[Record set]:
━━━━━━━━━━━━━━━━
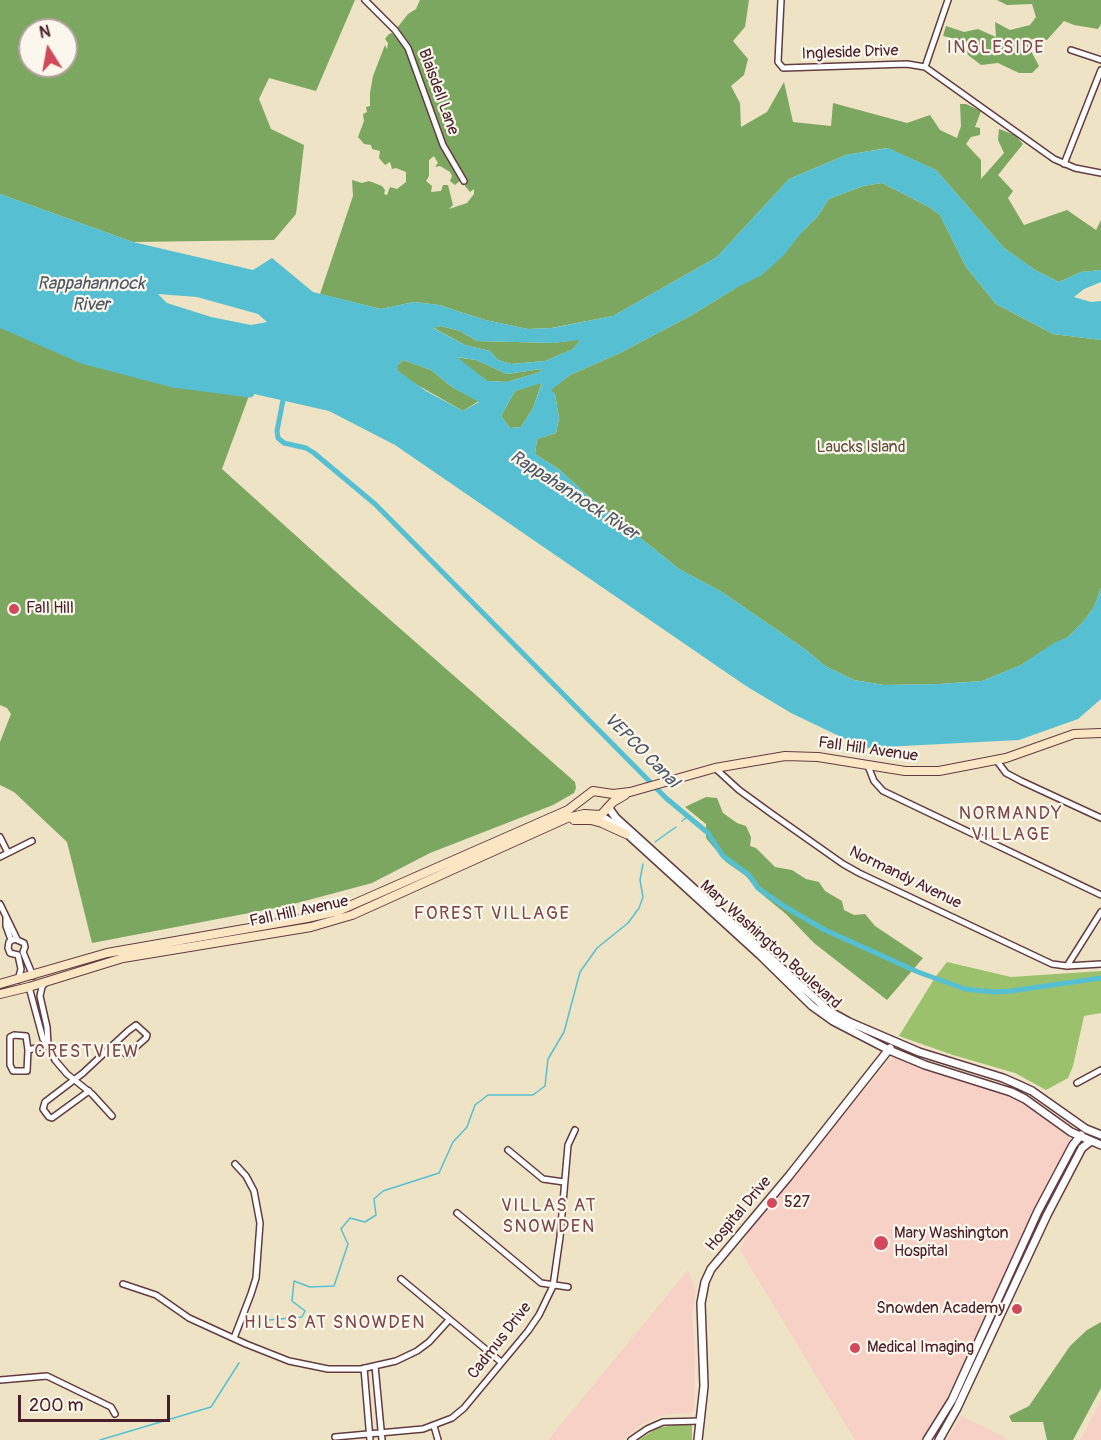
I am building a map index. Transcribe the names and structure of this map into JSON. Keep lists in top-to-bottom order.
{
  "streets": {
    "main road": ["Fall Hill Avenue"],
    "street": [
      "Ingleside Drive",
      "Blaisdell Lane",
      "Normandy Avenue",
      "Mary Washington Boulevard",
      "Hospital Drive",
      "Cadmus Drive"
    ]
  },
  "crossings": [
    ["Fall Hill Avenue", "Normandy Avenue"],
    ["Fall Hill Avenue", "Mary Washington Boulevard"],
    ["Mary Washington Boulevard", "Hospital Drive"]
  ],
  "districts": [
    "INGLESIDE",
    "NORMANDY VILLAGE",
    "FOREST VILLAGE",
    "CRESTVIEW",
    "VILLAS AT SNOWDEN",
    "HILLS AT SNOWDEN"
  ],
  "water": ["Rappahannock River", "VEPCO Canal"],
  "parks": ["Laucks Island"],
  "places": [
    "Fall Hill",
    "527",
    "Mary Washington Hospital",
    "Snowden Academy",
    "Medical Imaging"
  ],
  "scale_bar": "200 m",
  "north": "top"
}
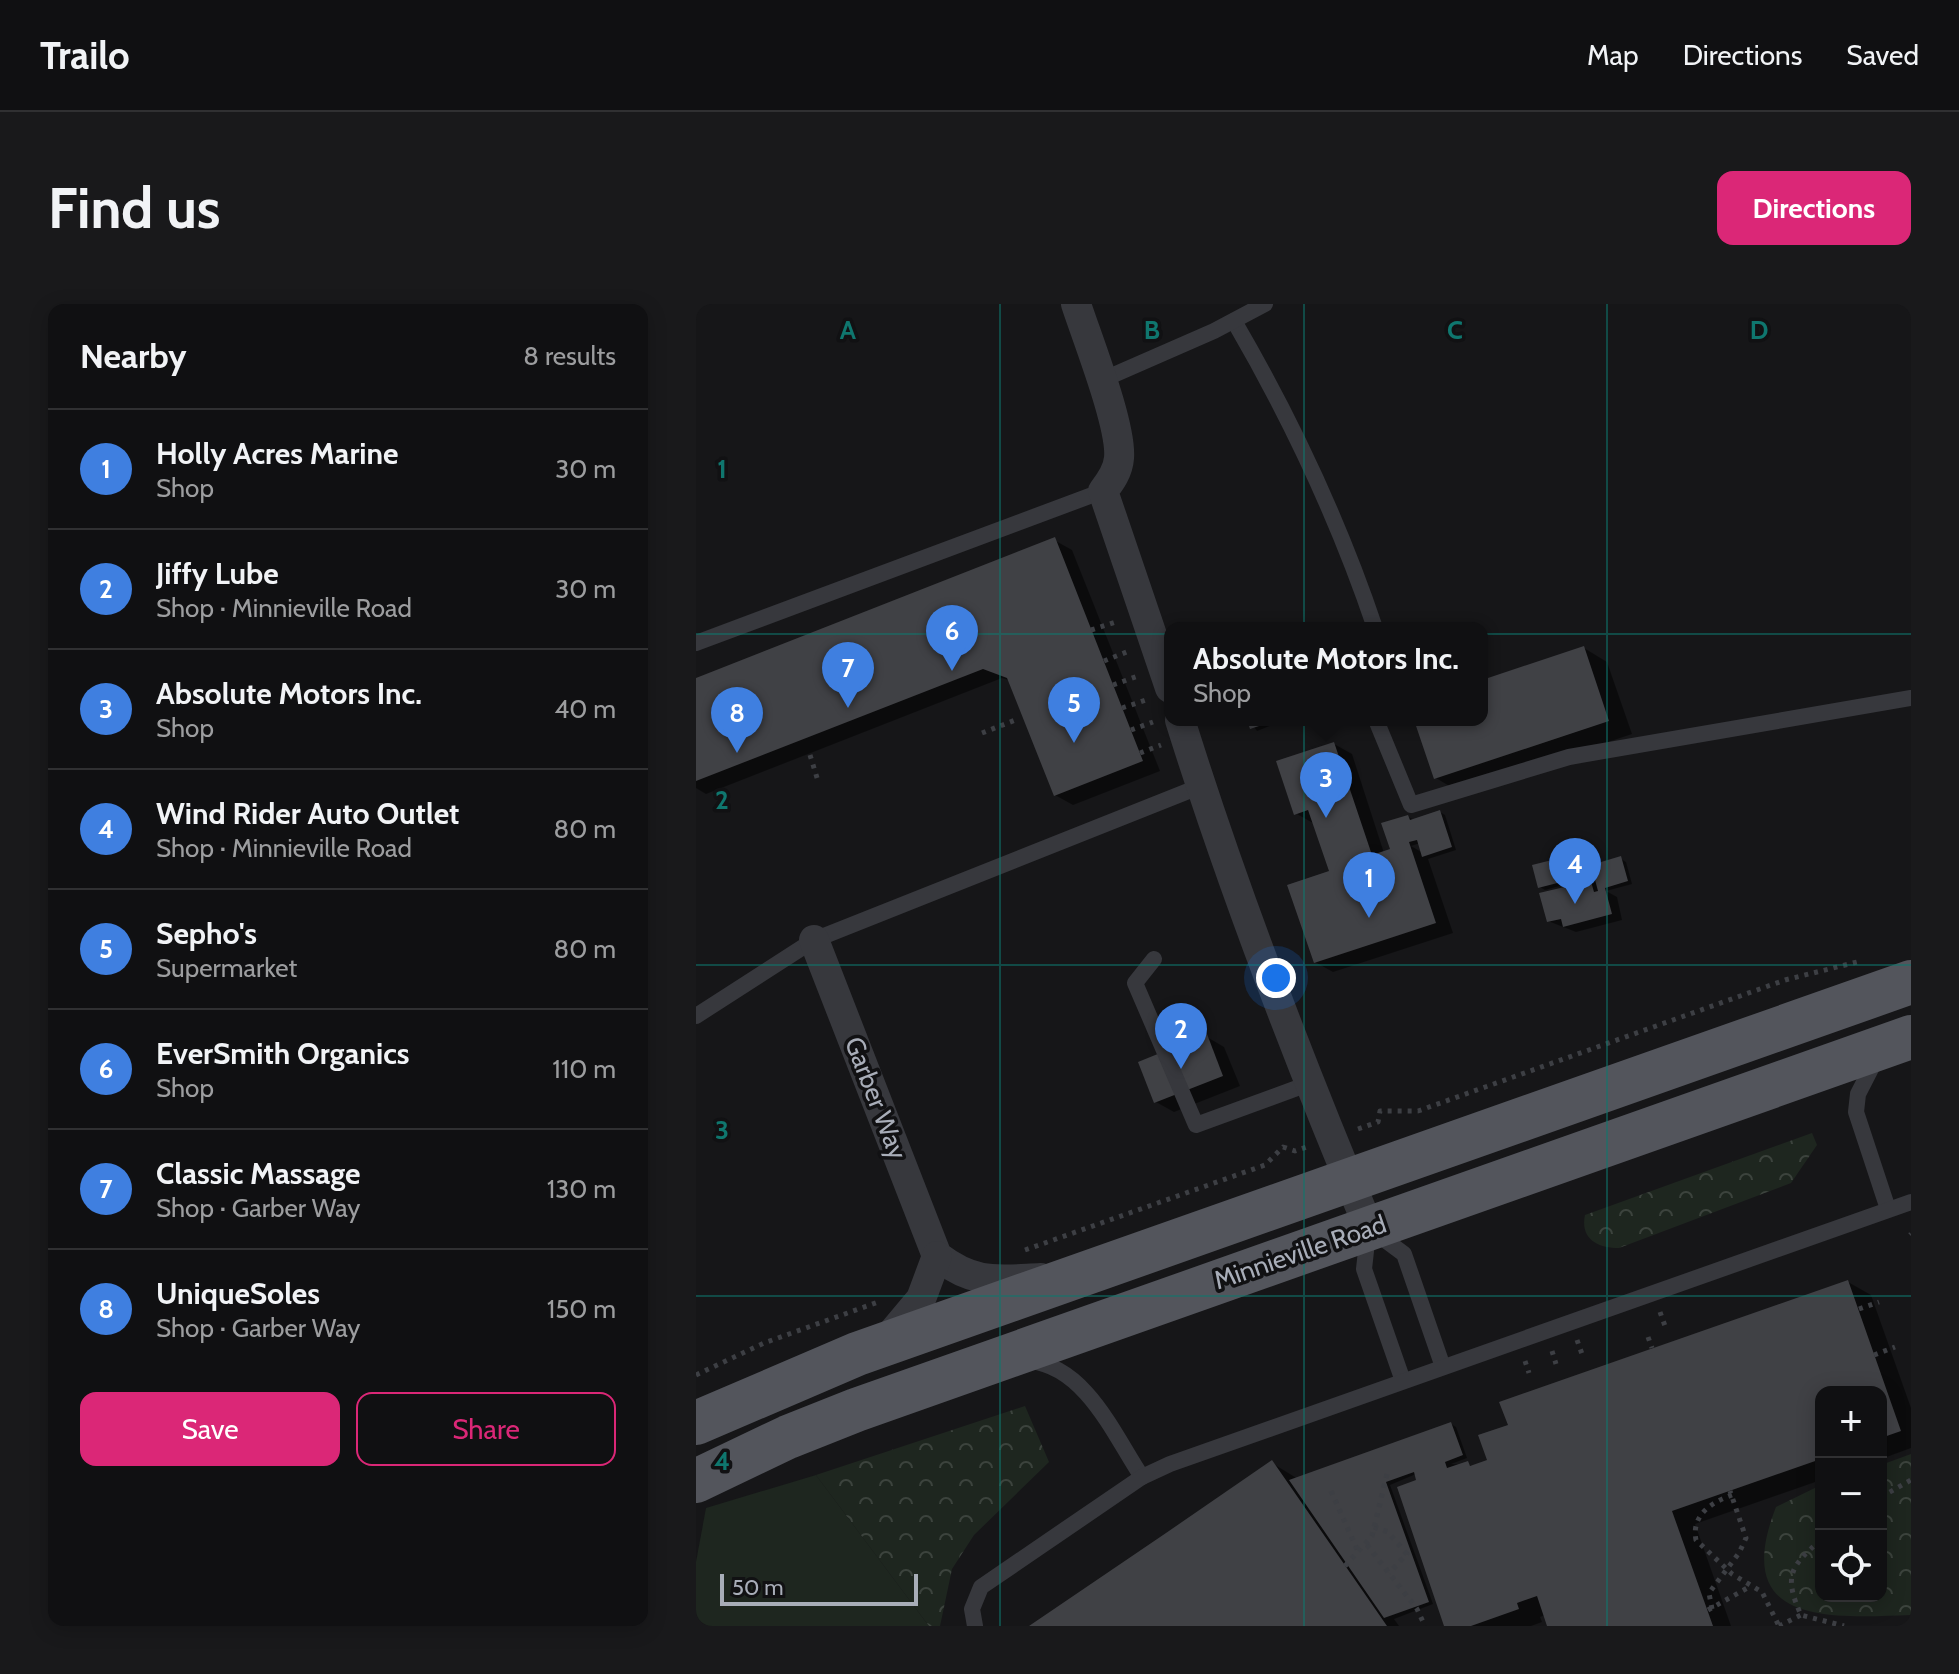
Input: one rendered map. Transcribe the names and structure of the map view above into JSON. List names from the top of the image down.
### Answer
━━━━━━━━━━━━━━━━
Where an entry includes an image, leave that image out; otherwise, reproduce everything exactly.

[Response box]:
I am building a map index. Transcribe the names and structure of this map into JSON. Keep lists in top-to-bottom order.
{
  "streets": {
    "main road": ["Fall Hill Avenue"],
    "street": [
      "Ingleside Drive",
      "Blaisdell Lane",
      "Normandy Avenue",
      "Mary Washington Boulevard",
      "Hospital Drive",
      "Cadmus Drive"
    ]
  },
  "crossings": [
    ["Fall Hill Avenue", "Normandy Avenue"],
    ["Fall Hill Avenue", "Mary Washington Boulevard"],
    ["Mary Washington Boulevard", "Hospital Drive"]
  ],
  "districts": [
    "INGLESIDE",
    "NORMANDY VILLAGE",
    "FOREST VILLAGE",
    "CRESTVIEW",
    "VILLAS AT SNOWDEN",
    "HILLS AT SNOWDEN"
  ],
  "water": ["Rappahannock River", "VEPCO Canal"],
  "parks": ["Laucks Island"],
  "places": [
    "Fall Hill",
    "527",
    "Mary Washington Hospital",
    "Snowden Academy",
    "Medical Imaging"
  ],
  "scale_bar": "200 m",
  "north": "top"
}
Input: one rendered map. Transcribe the names and structure of the map view above into JSON. List names from the top of the image down.
### Answer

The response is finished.